Dari Reporter hingga Pemimpin Redaksi
Content creator adalah sebutan untuk mereka yang menciptakan content di media sosial. Content mereka bisa berupa teks, foto, dan video. Bisa juga merupakan kolaborasi dari dua dan atau tiga komponen tersebut. Mereka memosting, mem-publish content ciptaan mereka di media sosial.
Antara lain, di Facebook, YouTube, Tweeter, dan Instagram. Bisa juga di Blog Pribadi atau di platform Citizen Journalism seperti Kompasiana. Secara alur penciptaan content, umumnya content creator yang dimaksud, melakukan aktivitas secara individual. Tiap individu tersebut bertanggung jawab penuh atas content yang diciptakan dan di-posting.
Dengan kata lain, sang content creator menjadi reporter, editor, fotografer, videografer, dan pemimpin redaksi atas dirinya sendiri. Atas Blog atau Akun atau Channel-nya sendiri. Ya, semua item ditangani sendiri. All in One, dari hulu hingga hilir.
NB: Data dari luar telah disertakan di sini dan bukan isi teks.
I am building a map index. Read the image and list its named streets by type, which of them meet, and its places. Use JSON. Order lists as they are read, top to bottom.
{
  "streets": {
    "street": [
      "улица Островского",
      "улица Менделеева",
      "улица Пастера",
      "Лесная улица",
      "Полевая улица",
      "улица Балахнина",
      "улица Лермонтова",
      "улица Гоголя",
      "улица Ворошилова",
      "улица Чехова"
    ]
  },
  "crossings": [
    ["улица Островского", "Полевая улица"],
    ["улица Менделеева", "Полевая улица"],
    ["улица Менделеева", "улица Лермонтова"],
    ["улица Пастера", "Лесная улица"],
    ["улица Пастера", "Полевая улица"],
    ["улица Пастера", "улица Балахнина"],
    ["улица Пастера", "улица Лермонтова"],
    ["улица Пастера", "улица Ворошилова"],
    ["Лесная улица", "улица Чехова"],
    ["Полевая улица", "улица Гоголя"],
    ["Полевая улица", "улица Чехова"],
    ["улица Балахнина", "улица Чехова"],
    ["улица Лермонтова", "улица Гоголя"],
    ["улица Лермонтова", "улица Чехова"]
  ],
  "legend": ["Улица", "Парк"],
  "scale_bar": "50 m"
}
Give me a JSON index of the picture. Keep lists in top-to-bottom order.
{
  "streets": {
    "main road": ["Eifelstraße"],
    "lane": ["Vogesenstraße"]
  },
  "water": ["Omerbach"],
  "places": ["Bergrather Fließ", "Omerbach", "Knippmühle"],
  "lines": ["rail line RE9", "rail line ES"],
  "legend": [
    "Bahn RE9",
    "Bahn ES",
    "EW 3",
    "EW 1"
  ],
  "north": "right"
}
Selain itu, ada juga content creator yang membuat platform media online sendiri atau dengan beberapa rekan. Membeli domain dan hosting sendiri. Mengelola media online tersebut secara individual. Menjadi reporter, editor, fotografer, videografer, dan pemimpin redaksi atas medianya sendiri.
Mereka ini menyebut diri sebagai wartawan, jurnalis. Meski, media online yang mereka kelola secara individual tersebut, belum berbadan hukum. Juga, tidak terdaftar di Dewan Pers. Umumnya, mereka ini wartawan. Mantan pekerja media massa.
Ada kalangan yang men-cap mereka sebagai wartawan abal-abal dari media abal-abal. Sementara, para content creator di media sosial tersebut di atas, di-cap sebagai bukan wartawan. Dalam konteks Undang-Undang Pokok Pers di Indonesia, karya mereka digolongkan sebagai BUKAN produk jurnalistik.
Maka, jika ada permasalahan dengan content mereka, yang diacu adalah Undang-Undang Informasi dan Transaksi Elektronik (UU-ITE). Bukan Undang-Undang Pokok Pers. Padahal, sebagian dari content creator di media sosial dan di media online yang belum berbadan hukum tersebut, pada masa lalu adalah wartawan sungguhan.